DENVER (LifeSiteNews) — Archbishop Samuel Aquila of Denver has written again to the head of the German bishops’ conference, condemning once more the controversial “Synodal Path” and accusing the German bishops of “betraying the Gospel” by defending the movement, which he said “repudiates” the deposit of the faith.

“The Synodal Path … challenges and in some cases repudiates the deposit of the faith,” Aquila wrote in his May 2 letter to Bishop Georg Bätzing of Limburg, head of the German bishops’ conference. 

Aquila’s letter came in reaction to Bätzing’s defense of the so-called Synodal Path, after more than 70 bishops from around the world signed an April 11 letter condemning the movement and accusing its participants of leading the Church into schism.  

The Synodal Path is a controversial movement in Germany which seeks to usher in radical changes to the Church’s teaching, particularly on sexual morality, and which brands itself as the answer to the sexual abuse crisis.

RELATED: Head of Polish bishops urges German counterpart not to ‘yield to the pressures of the world’

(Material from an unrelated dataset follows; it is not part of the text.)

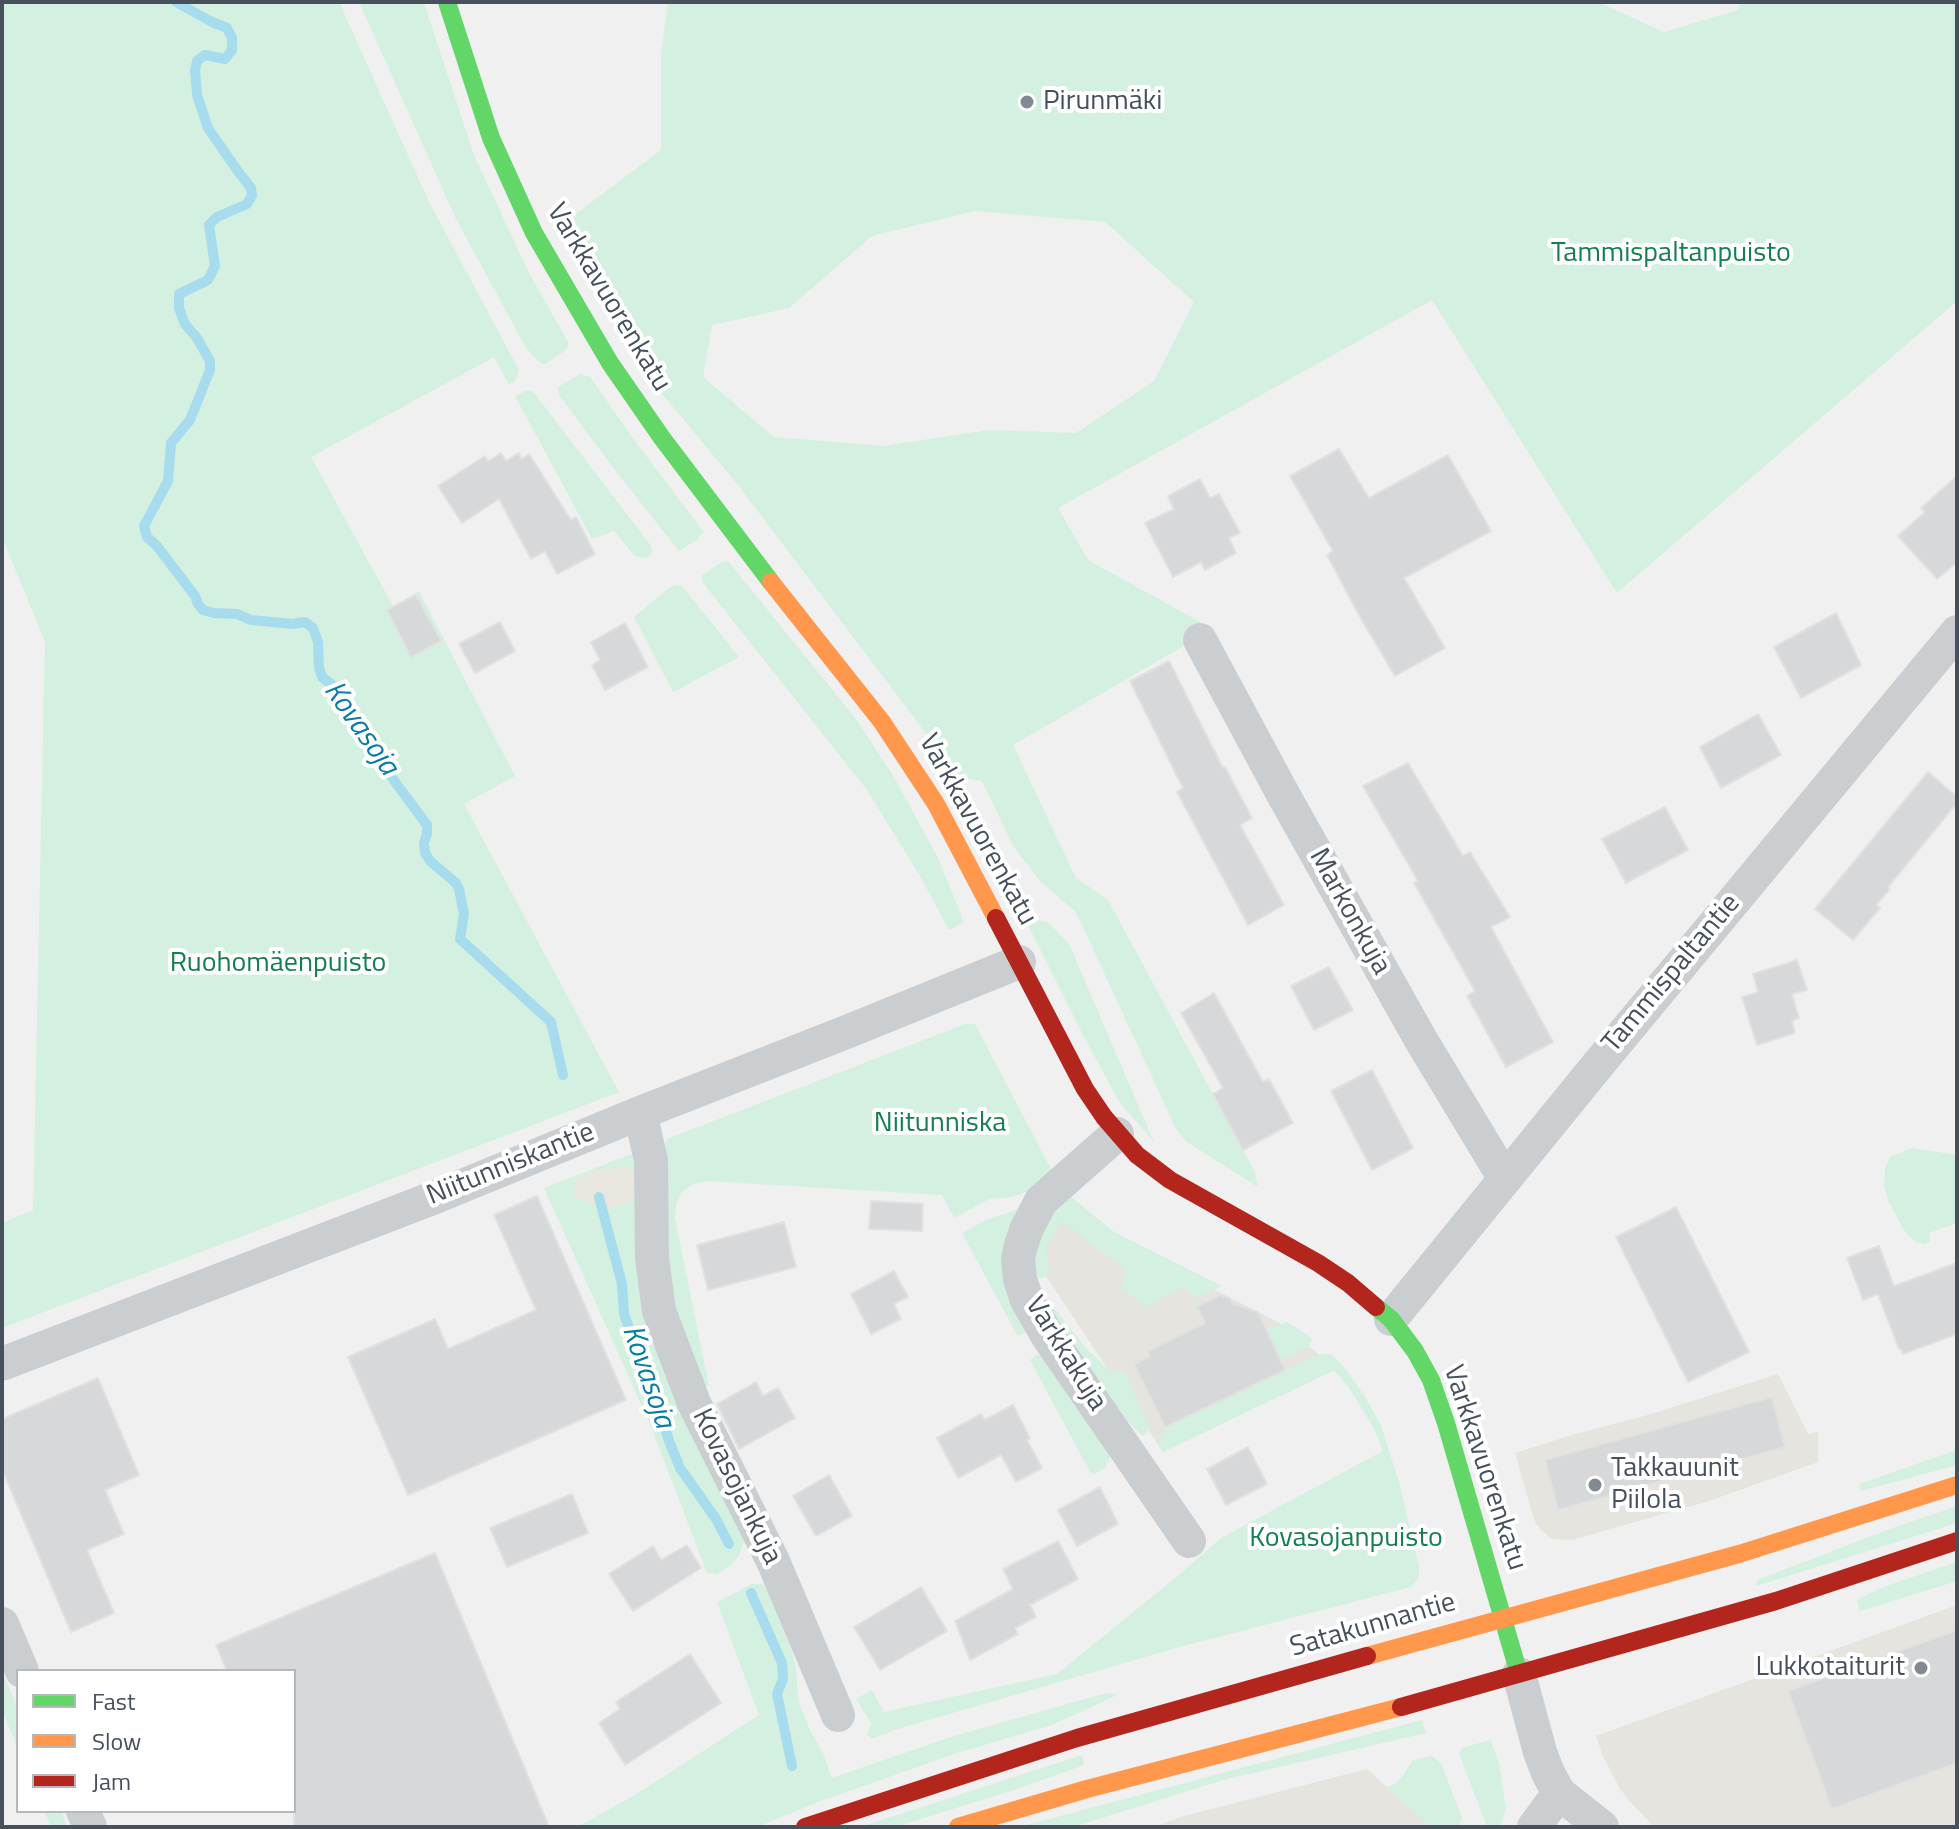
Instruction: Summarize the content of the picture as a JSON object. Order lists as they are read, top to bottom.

Recently, an overwhelming majority of participants voted in early February to approve Synodal draft documents calling for the “blessing” of same-sex couples, the ordination of women, and changes to Church teaching against homosexuality.

In his letter to Bätzing, Aquila says that the documents of the Synodal Path “cannot be read in any other way than as raising the most serious questions about the nature and binding authority of divine revelation, the nature and efficacy of the sacraments, and the truth of Catholic teaching on human love and sexuality. 

The archbishop of Denver also accused the German bishops of using the sexual abuse crisis in Germany as an excuse to bring about their agenda of doctrinal change.  

Aquila noted that the “gist” of Bätzing’s argument in favor of the movement was that “the German Church must adopt a new approach to the faith due to the past failure of German bishops to protect children. 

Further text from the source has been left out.